The two presidents concurred that as significant as political and diplomatic relations may be, people to people and market to market contacts are far more important.
Knowing that Malta has a relatively long and close relationship with the Palestinians, Rivlin – several times during their frank and almost emotional conversation – asked Coleiro Preca several times to impress upon the Palestinians that Israel is here to stay.
In recent meetings with foreign leaders, Rivlin has consistently referred to the Palestinians as “our neighbors and cousins” and did so again on Wednesday, occasionally reversing the order.
The international community has to understand “that all of us are living here and none of us will leave the fatherland,” Rivlin told his Maltese counterpart.
Referring specifically to the Palestinians and citing the Bible and history, Rivlin said: “They have to understand that we have returned to the fatherland. We came because everyone told us to go back to our home,” he continued, alluding to centuries of prejudice against the Jewish people in the many lands of their dispersion.
 He said that when his ancestors came to the Holy Land more than 200 years ago, they had sought to live in harmony with “our cousins and neighbors.”
In stressing the Biblical and historic rights of the Jewish people to return to their ancestral homeland, Rivlin, as he has done many times before, insisted that Israel is not compensation for what happened to the Jewish People during the Holocaust. “It is what the Jewish people dreamed of for 2,000 years,” he declared.
The president explained that Israel and the Palestinians cannot settle their differences until they build confidence in each other. “We can have a joint economy and joint security,” he said, adding “we don’t press them and they can’t press us. You have to tell them that Israel is not only strong from a military point of view – Israel is a fact, and they have to accept reality and look forward.”
Expanding on the people to people aspect of the conversation, Coleiro Preca said that when people come together, issues of understanding and respect can materialize.
The two presidents discussed the migrant refugee problem which is besetting the world – and the resultant terrorism that some migrants bring with them – and Coleiro Preca stated that people in the international community must stand together and be united on these issues.
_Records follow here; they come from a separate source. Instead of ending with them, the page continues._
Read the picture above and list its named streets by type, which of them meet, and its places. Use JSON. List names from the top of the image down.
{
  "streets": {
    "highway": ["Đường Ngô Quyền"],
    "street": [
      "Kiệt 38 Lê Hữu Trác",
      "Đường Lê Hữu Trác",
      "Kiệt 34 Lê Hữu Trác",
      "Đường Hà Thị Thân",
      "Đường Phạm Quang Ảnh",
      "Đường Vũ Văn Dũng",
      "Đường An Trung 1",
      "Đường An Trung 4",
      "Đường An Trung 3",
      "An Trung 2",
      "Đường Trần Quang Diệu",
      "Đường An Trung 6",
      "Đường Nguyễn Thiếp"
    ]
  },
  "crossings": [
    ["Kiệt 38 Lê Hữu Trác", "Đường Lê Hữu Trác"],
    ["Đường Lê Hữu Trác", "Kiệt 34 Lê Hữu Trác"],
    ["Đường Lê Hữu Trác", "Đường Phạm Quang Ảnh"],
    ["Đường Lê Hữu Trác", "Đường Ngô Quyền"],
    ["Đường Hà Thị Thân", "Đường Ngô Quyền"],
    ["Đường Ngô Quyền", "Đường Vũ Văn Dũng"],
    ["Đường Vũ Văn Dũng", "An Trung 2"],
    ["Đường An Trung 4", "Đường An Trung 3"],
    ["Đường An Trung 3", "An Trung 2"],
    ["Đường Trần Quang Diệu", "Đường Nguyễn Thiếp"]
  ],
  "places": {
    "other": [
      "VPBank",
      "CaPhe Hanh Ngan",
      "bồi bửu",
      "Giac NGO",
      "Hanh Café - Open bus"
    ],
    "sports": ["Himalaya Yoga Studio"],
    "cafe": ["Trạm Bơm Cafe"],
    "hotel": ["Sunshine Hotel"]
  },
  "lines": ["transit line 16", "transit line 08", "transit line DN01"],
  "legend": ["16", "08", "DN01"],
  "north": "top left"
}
She thought it was a pity that “beautiful regions like the Mediterranean and the Middle East are always in the news for the wrong reasons. When people start understanding each other, there’s much more room for harmony.”
It pained her that 70 years after the United Nations Universal Declaration of Human Rights, “there are still so many divisions and abuses.”
Looking from her hotel window in Jerusalem, she said, she could see the roof tops of synagogues, mosques and churches which she interpreted as “a statement of harmony.”
One of the reasons that she and her delegation came to Israel, said Coleiro Preca, was to meet the business community for the purpose of further collaboration.
More than a hundred Israeli business enterprises are registered in Malta.
She also took the opportunity to meet with El Al executives to see if there could be some form of cooperation with Maltese Airline companies.
“We need to engage on as many levels as possible and with as many institutions as possible,” she said.
One area in which a collaboration agreement was signed during the visit was in the field of health.
It was signed by Israel’s Deputy Minister of Health Yaakov Litzman and Malta’s Minister for Health Chris Fearne, who said that Malta is particularly interested in Israel’s oncology research.